Innovation and R&D Innovation is the core of the story. Applied Therapeutics has built a platform around next‑generation aldose reductase inhibitors aimed at tackling the root metabolic cause of several diseases rather than just symptoms. Govorestat, its lead candidate, targets rare metabolic and neuromuscular conditions and has shown clear biological activity by reducing toxic metabolites. It also benefits from multiple orphan and rare pediatric designations, which can be valuable if approvals are eventually secured. Caficrestat addresses heart complications in diabetes, with a more nuanced data picture—overall trial results were mixed, but a defined subgroup showed promising benefit, which might support a more targeted path forward.

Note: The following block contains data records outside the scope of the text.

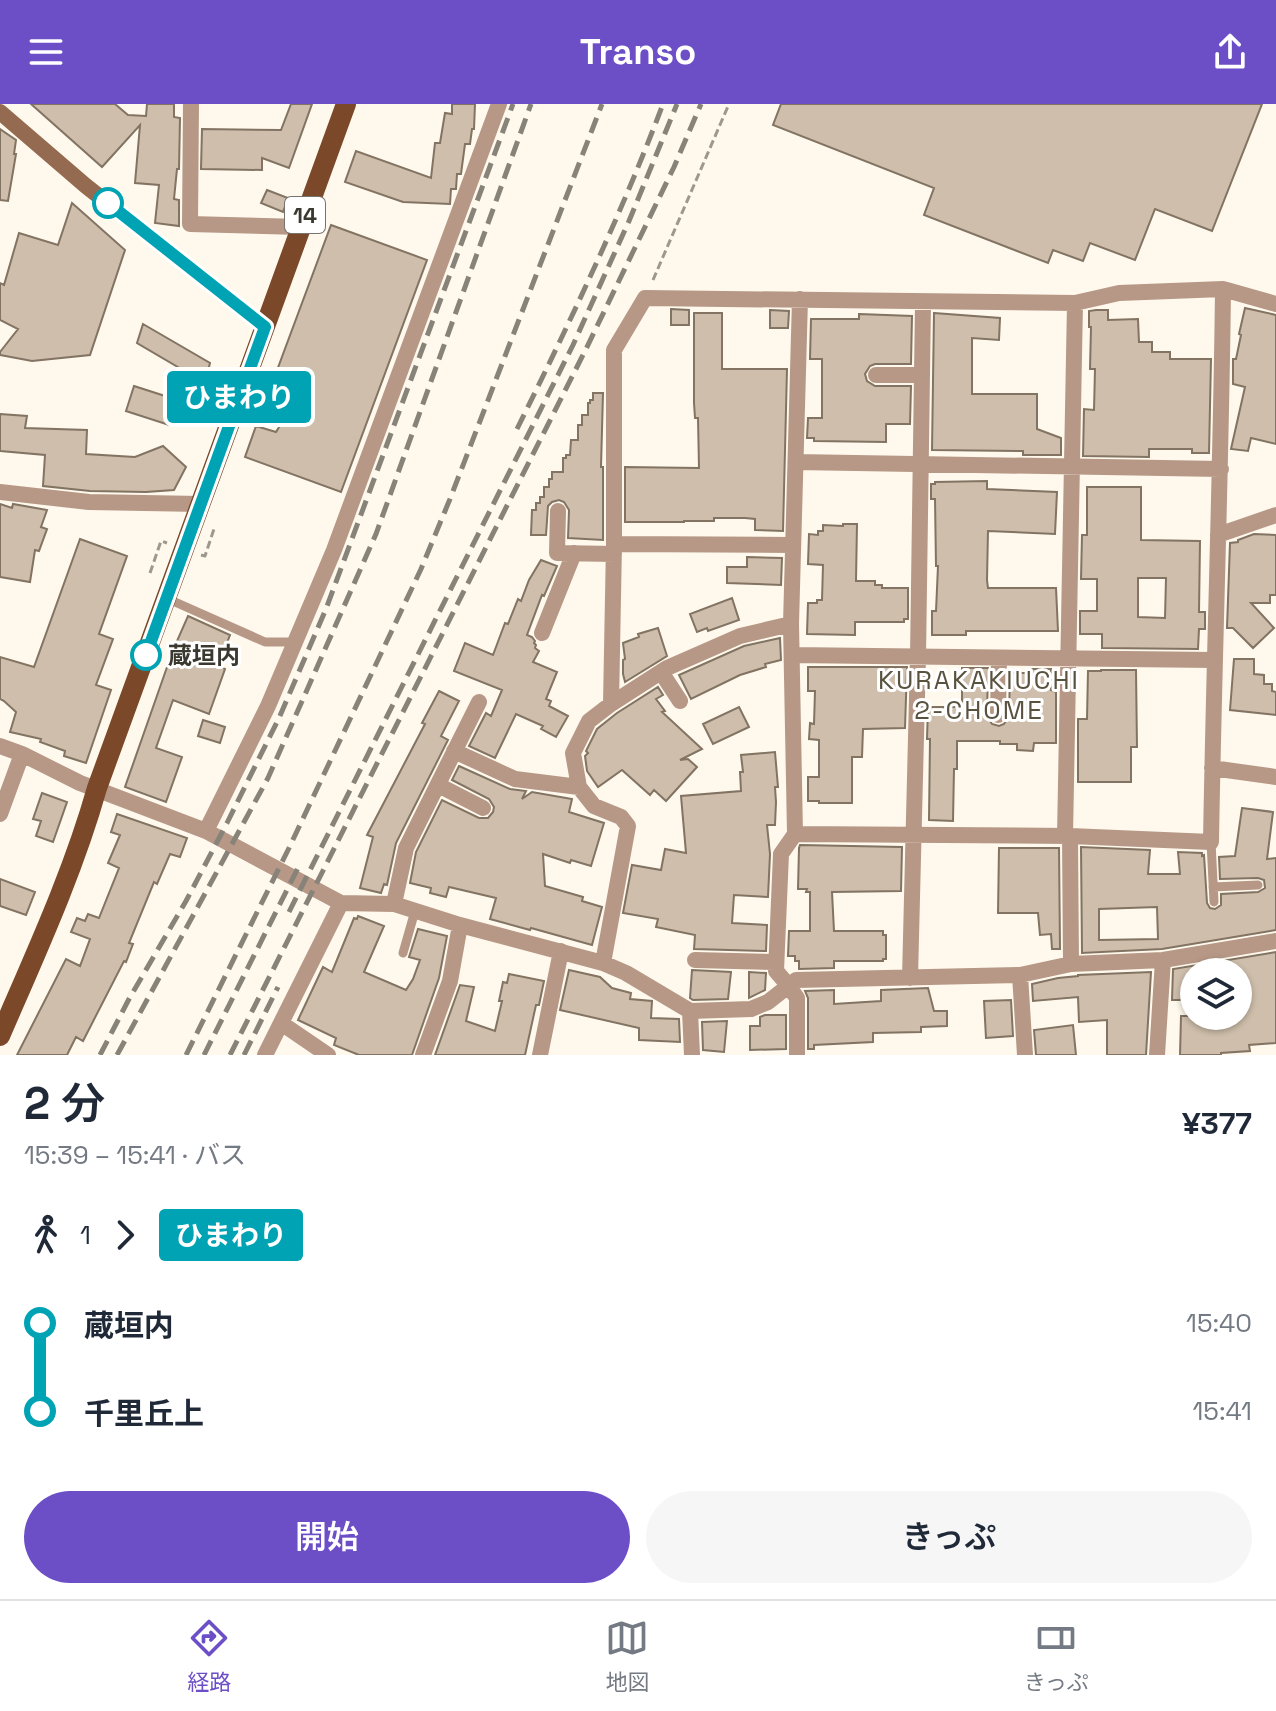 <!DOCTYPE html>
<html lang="ja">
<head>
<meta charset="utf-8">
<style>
	body { margin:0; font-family:"Space Grotesk","Noto Sans JP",sans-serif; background:#f6f6f7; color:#1f2937; height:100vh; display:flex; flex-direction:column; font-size:30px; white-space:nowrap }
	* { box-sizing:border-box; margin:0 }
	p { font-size:26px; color:#747a83 }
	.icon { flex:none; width:44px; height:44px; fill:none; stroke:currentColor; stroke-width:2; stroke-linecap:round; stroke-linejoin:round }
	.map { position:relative; height:951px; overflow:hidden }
	.drawer { display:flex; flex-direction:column; background:#fff; flex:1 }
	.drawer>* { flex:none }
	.badge { padding:0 16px; border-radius:6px; font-size:28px; line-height:52px }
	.buttons { position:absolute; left:1180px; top:854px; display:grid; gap:16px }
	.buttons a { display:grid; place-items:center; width:72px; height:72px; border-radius:50%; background:#fff; box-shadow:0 2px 6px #0004; font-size:40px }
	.map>.badge { position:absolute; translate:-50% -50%; box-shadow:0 0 0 4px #fff }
	.legs { display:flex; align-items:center; gap:12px; height:88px; padding:0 24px; font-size:26px }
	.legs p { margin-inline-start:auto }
	.headline { display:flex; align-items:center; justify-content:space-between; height:136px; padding:0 24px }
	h1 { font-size:44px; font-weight:600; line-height:60px }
	.primary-button { display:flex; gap:16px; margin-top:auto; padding:16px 24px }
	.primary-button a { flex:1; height:92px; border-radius:48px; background:#6c4ec7; color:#fff; font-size:32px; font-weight:600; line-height:92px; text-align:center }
	.primary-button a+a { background:#f6f6f7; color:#1f2937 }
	ul { padding:0 24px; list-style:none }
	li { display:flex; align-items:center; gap:28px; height:88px; font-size:30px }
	li i { display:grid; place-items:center; width:12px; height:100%; margin:0 10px; background:currentColor }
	li i::after { content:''; width:20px; height:20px; margin:-10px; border:6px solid; border-radius:50%; background:#fff }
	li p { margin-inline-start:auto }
	li:first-child i { background:linear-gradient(#0000 50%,currentColor 0) }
	li:last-child i { background:linear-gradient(currentColor 50%,#0000 0) }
	header { display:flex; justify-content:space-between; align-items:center; height:104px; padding:0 24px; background:#6c4ec7; color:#fff; font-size:36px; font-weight:600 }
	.tab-bar { display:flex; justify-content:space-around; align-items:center; height:112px; border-top:2px solid #e0e1e3; background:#fff; font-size:22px; color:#747a83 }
	.tab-bar a { display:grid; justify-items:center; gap:4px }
	.tab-bar .on { color:#6c4ec7 }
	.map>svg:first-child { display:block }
	.building { fill:#cebeab; stroke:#827362; stroke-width:2; fill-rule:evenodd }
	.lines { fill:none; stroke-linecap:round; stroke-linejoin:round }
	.path { stroke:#9c988d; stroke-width:3; stroke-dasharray:8 4; stroke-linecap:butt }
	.lane { stroke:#b79887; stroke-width:9 }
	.street { stroke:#b79887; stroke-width:16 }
	.secondary { stroke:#946a51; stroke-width:16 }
	.primary { stroke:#7b4829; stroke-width:20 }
	.rail { stroke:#878379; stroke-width:5; stroke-dasharray:16 8; stroke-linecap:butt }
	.line-1-casing { stroke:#fff; stroke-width:18 }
	.line-1 { stroke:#00a3b4; stroke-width:12 }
	.stop-1-dot { fill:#fff; stroke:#00a3b4; stroke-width:4 }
	.labels { text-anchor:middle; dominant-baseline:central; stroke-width:6; stroke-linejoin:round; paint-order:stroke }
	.shield { fill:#fff; stroke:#76746d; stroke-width:2 }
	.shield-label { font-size:22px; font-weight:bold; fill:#3b382f }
	.stop-label { font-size:24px; font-weight:bold; fill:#3b382f; stroke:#fff; text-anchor:start }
	.neighbourhood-label { font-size:26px; letter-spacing:2px; fill:#59523f; stroke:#fff }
</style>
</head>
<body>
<header><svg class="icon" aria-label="menu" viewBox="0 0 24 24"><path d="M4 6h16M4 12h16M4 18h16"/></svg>Transo<svg class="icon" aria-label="share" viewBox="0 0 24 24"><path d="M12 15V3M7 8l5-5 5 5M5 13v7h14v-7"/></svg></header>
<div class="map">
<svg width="1276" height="951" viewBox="0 0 1276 951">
	<rect width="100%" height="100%" fill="#fef9ec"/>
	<path class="building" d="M31,0H115L128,11L146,12L147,0H174V13L180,14L179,65H177L174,95L179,96V122L155,119L159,81L135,79L140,21L102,63Z
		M291,0H312L289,64L262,54V66L201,65L202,25L281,26Z
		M452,0H475L474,25H472L470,40H465L461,70H457L456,85H451L450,100L403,98L345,78L356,47L431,74L435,39H440L445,9L452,10Z
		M781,0H1262L1212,127L1155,105L1135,156L1090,139L1083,157L1053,146L1048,159L924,111L934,84L773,21Z
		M0,25L16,36L14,50H16L8,97L0,96Z
		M267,86L288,94L283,108L261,99Z
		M72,99L125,146L90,251L32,257L0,251V248L18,225L0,216V179L4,181L19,129L58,141Z
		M331,121L427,156L341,388L245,353L256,322L276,328L279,323L260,312Z
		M1245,204L1276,211V340L1251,334L1248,347L1231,345L1245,283L1233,280V255H1236L1241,231L1239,230Z
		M671,205L689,206V221H671Z
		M770,206L789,207L788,224H770Z
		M1096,206H1108V216L1138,215L1139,238H1152V248H1170V255H1211L1209,349H1192V345H1149V353L1083,352L1084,305L1094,306L1095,265H1090L1091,223H1089V207Z
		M694,209H722V265H787L783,427L755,426V415L745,414H714V417H684V418H625V363L699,364L698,314H695L694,299Z
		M934,209L1000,214L999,236L972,234V290H1037V325L1061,334V351H1023V347L932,346Z
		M859,210L912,212L911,260H875L870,262L865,270L867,277L875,282H911L910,320H886V338L814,337V334H807L808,314H822V255H810L811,215H859Z
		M143,220L210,259L205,279L137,239Z
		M134,282L193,301L187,320L170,315L169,321L126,307Z
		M593,289H603L601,363H603V436L568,434L569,406L564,398L559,396L552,398L548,402L546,431H531L532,406H536V399H540V393H544V383H549V375H552V368H563V354H566V351H570L571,336H578V321H582V311H588V299H590V296H593Z
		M0,310L27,312L25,324L87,326L86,350L135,353L163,342L186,363L174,386L146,388L90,387L43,382L45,351L0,347Z
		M987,377V385L1057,388L1055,430L988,427L987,476L988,484H1056L1058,527H966V531H932V507H936L938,462H936L935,395H931V380H935V378Z
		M1087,383H1141V436L1200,437L1199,508H1205V525H1199L1198,545L1102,544V530H1080V507H1097V475H1081L1082,431H1087ZM1138,474H1166L1165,514L1138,513Z
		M0,400L12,404L13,400L47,406L41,423L47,425L39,447L35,446L30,478L0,473Z
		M843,420H857L856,477H875V481H882V484H908V515H904V518H855V531L807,530L808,499H817V496H822L823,461L808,460L809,430L818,431V427H823V421L843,422Z
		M1254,430L1276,431V491H1270V499H1251L1274,524L1253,544L1233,524H1227L1230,439L1238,438V436Z
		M80,435L127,452L99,530L113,535L96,581L111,586L86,659L64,652L65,647L40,638L41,635L10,628L16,608L4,597L0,595V553L34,563Z
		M747,453L782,454L781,481L727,479V463H747Z
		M541,456L557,462L544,492L542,491L527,531L532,533L535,537L534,539L536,541L535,544L539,547L533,558L557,568L546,595L551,597L549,602L568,612L556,633L541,625L543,622L516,610L495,654L469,642L486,609L491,612L502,586L454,567L465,539L493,551L505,519L508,520L518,495L521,497L529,476Z
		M732,494L739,516L708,527L707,524L697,528L690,510Z
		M188,512L230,531L218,562L225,565L209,610L173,596L156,644L182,653L166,698L125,683L173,546Z
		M658,524L667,552L625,578L623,570V556L625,555L623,539L639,533L638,530Z
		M780,534L781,556L765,560L766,563L740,571L691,595L679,571L744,542Z
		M1234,555H1254V570L1264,571V580H1272V587L1276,588V611L1230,606Z
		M808,563H907L905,624L863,625L862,653H852V699H819V697H808V673H819V636L809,635L810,619L814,620L815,587H808Z
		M962,564H988L987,612L992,620L999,622L1004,620L1009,612L1010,569H1028V565H1051V586L1056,588V639H1034L1033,647L1017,646V640H1000V637H957V665H954L953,717L929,716L930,635H927L928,603H954V600H962Z
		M1101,566H1136L1137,643H1131V678H1078V615H1087L1088,567H1101Z
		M658,583L663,591L656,595L665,607L662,608L702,645L680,656L688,655L697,663L666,697L654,686L650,691L622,666L598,683L587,667L585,652L588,649L586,647L597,625L617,609Z
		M439,587L459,597L441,632L448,636L396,739L387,781L384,780L381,789L360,784L373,733L367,731L425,620L422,619Z
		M739,603L749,623L713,640L703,620Z
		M203,616L225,623L220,639L198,632Z
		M775,648L778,683H775L776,698L775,721H767L770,750L768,793L734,791L732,819L767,821L766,847L694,845L695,831L656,823L658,815L623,809L632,761L661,766L665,745L686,749L681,692L741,687L740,668H743L741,651Z
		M459,662L510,685L526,687L522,695L532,688L572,695L569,708L604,719L591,762L571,756L570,759L543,750L545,782L583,793L582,797L602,803L592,841L531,824L530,826L490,815L496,794L449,783L446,793L430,789L431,784L410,779L416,748L442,696L479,714H488L493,708L494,703L489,695L452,676Z
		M42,689L67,698L53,738L36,732L41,717L33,715Z
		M1242,704L1273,708L1267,755L1276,754V826L1162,845L1082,849L1081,743L1150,746L1148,770H1180L1178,748L1202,749V752L1204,751L1207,799L1210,804L1215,805L1221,801V790L1258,788L1265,784L1264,776L1258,774L1220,775L1219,753L1235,752ZM1157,803L1158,835L1099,836V805Z
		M117,710L187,734L180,753L170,750L157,780L154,778L129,839L133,840L126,858L124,857L83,937L76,933L67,951H17L66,855L80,862L90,835L71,828L77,814L85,817L88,810L99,814L119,764L108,759L120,731L111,728Z
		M800,741L902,743L901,787L832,788L834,827H883V831H886V855H883V857H834V864L799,865V857H795V852H788L789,827H810V788H806L807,785H798L799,744Z
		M999,744H1059L1060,845H1052L1051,830L1040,831L1038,809H998Z
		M0,775L35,788L26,811L0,802Z
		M358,812L384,822L364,868L406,886L413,875L420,856L409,853L418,825L447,832L439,874L412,951H359L334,941L336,934L298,916L323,863L332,868L354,814L357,815Z
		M1276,848V939L1249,941L1250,947L1221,949V951H1180L1181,912H1238V868H1194V896H1172L1173,865Z
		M569,866L600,873L612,884L631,889L630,895L652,897L651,914L679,915L680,938L639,936V924L560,906Z
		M692,866L731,868L728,895L693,896L690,894Z
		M749,868L766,869L765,886L749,894Z
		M1151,868L1146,951H1107V916L1079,918L1078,893L1033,897L1032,880L1058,874L1078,872V871Z
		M509,870L544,877L539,901H536L525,951H435L460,881L474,883L466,917L495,927L502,897H499L503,878L507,879Z
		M928,884L934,907H947V922L921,923V928L873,929V938L814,941V945H808V894L805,887L834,886V900L881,897V886Z
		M1011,896L1013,932L986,934L984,897Z
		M765,911H786V945L750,946V922H760V913Z
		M727,917L724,948L703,946L702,918Z
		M1073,921L1076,951H1036L1034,926Z"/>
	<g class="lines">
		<path class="path" d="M653,176L729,0
			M201,451L205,452L215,422
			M150,469L161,437L167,439"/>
		<path class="lane" d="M166,494L265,538H295
			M1211,738L1214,798
			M1213,783L1258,781
			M403,849L415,807"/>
		<path class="street" d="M191,0L190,120L301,123
			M876,271H922
			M796,358L1221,365
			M0,388L89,398L200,400
			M558,407L557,449L614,450
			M1218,431L1276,411
			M614,440L793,441
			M542,529L574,449
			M792,551L1213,556
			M661,568L680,597
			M611,600L667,564L740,532L791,520
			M998,611L999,554
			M0,642L22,650L80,679L206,727L341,799L394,800L460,821L603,859L626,869L690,907L751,905L768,898L796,876L1020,871L1071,860L1163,856L1276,837
			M454,647L515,675L579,683
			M1212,664L1276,673
			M438,681L483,704
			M0,710L22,650
			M206,727L268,602L334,446L499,0
			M795,730L1070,732L1211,738C1214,554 1221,370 1223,185
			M1065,732L1075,199
			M1070,732L1071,860
			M394,800L406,744L479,598
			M695,856L776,858
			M603,859L628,722L621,713L594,702L579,683L573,649L589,617L611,600L614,440V246L645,194L1075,199L1119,189L1223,185L1276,200
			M1020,871L1025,951
			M910,874L918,553L923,199
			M690,907L692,951
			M281,919L328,951
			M265,951L341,799
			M423,951L450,877L460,821
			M540,951L561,847
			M797,951V894L788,881L776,867L781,750L795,730L791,520L800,195
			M1157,951L1163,856"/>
		<path class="secondary" d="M0,8L86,82L265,223"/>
		<path class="primary" d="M0,932C35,851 73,769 97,684L346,0"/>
		<path class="rail" d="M517,325C570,218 621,111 663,0
			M289,808L573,241L629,117L677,0
			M100,951L129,895L186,797L227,719L279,614L326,505L513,0
			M117,951L268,674L376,430L531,0
			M186,951L289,744L421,465L450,395L602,0
			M204,951L299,762
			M230,951L586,245L674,63L701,0
			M244,951L278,883"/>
	</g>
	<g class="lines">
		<g class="line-1-casing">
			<path id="line-1" d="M108,99L265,223L146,551"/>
		</g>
		<use href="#line-1" class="line-1"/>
	</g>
	<g class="stop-1-dot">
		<circle cx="108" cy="99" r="14"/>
		<circle cx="146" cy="551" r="14"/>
	</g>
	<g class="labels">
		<rect class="shield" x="285" y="93" width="40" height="36" rx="6"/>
		<g class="shield-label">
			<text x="305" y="111">14</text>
		</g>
		<g class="stop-label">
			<text x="168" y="551">蔵垣内</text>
		</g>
		<g class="neighbourhood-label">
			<text x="979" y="576">KURAKAKIUCHI<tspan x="979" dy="30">2-CHOME</tspan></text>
		</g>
	</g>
</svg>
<div class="buttons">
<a><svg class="icon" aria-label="layers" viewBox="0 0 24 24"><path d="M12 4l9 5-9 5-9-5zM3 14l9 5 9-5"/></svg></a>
</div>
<b class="badge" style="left:239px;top:293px;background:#00a3b4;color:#fff">ひまわり</b>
</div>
<section class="drawer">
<div class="headline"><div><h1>2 分</h1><p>15:39 – 15:41 · バス</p></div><b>¥377</b></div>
<div class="legs"><svg class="icon" aria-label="walk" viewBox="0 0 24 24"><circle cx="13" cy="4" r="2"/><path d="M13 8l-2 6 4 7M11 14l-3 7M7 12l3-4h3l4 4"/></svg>1<svg class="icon" aria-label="forward" viewBox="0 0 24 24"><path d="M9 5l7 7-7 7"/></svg><b class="badge" style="background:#00a3b4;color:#fff">ひまわり</b></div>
<ul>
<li><i style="color:#00a3b4"></i><b>蔵垣内</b><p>15:40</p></li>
<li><i style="color:#00a3b4"></i><b>千里丘上</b><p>15:41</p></li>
</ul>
<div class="primary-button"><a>開始</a><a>きっぷ</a></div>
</section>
<nav class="tab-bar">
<a class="on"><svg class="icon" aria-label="directions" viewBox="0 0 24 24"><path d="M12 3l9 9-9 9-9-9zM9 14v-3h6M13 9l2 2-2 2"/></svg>経路</a>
<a><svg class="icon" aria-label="map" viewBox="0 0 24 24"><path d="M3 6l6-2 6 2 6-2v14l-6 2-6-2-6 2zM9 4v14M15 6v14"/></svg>地図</a>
<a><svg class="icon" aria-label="tickets" viewBox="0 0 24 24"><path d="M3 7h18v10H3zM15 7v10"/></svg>きっぷ</a>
</nav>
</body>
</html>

An earlier‑stage program for diabetic eye disease extends the same core technology into another potential market. The main R&D risk is regulatory: translating promising biomarker and subgroup data into approvals acceptable to agencies like the FDA, all while managing cost and trial complexity.


Summary

Applied Therapeutics is a high‑risk, high‑uncertainty, early‑stage biotech that has not yet transitioned to a revenue‑generating business. Financially, it runs recurring losses, consumes cash, and depends on its ability to raise capital or execute strategic transactions. Its balance sheet is lean but uncomplicated by debt, making future deals more flexible but leaving little margin for prolonged setbacks. The company’s value hinges on the success of a focused pipeline built around aldose reductase inhibition in rare metabolic and diabetic complications. Orphan designations, first‑in‑class potential, and disease‑modifying mechanisms are clear strengths, but the recent regulatory setback for govorestat in Galactosemia highlights how binary outcomes can be. Near‑term developments around regulatory discussions, potential filings in SORD deficiency, any clarified path for caficrestat, funding updates, and strategic alternatives will likely be the key drivers of the company’s longer‑term trajectory.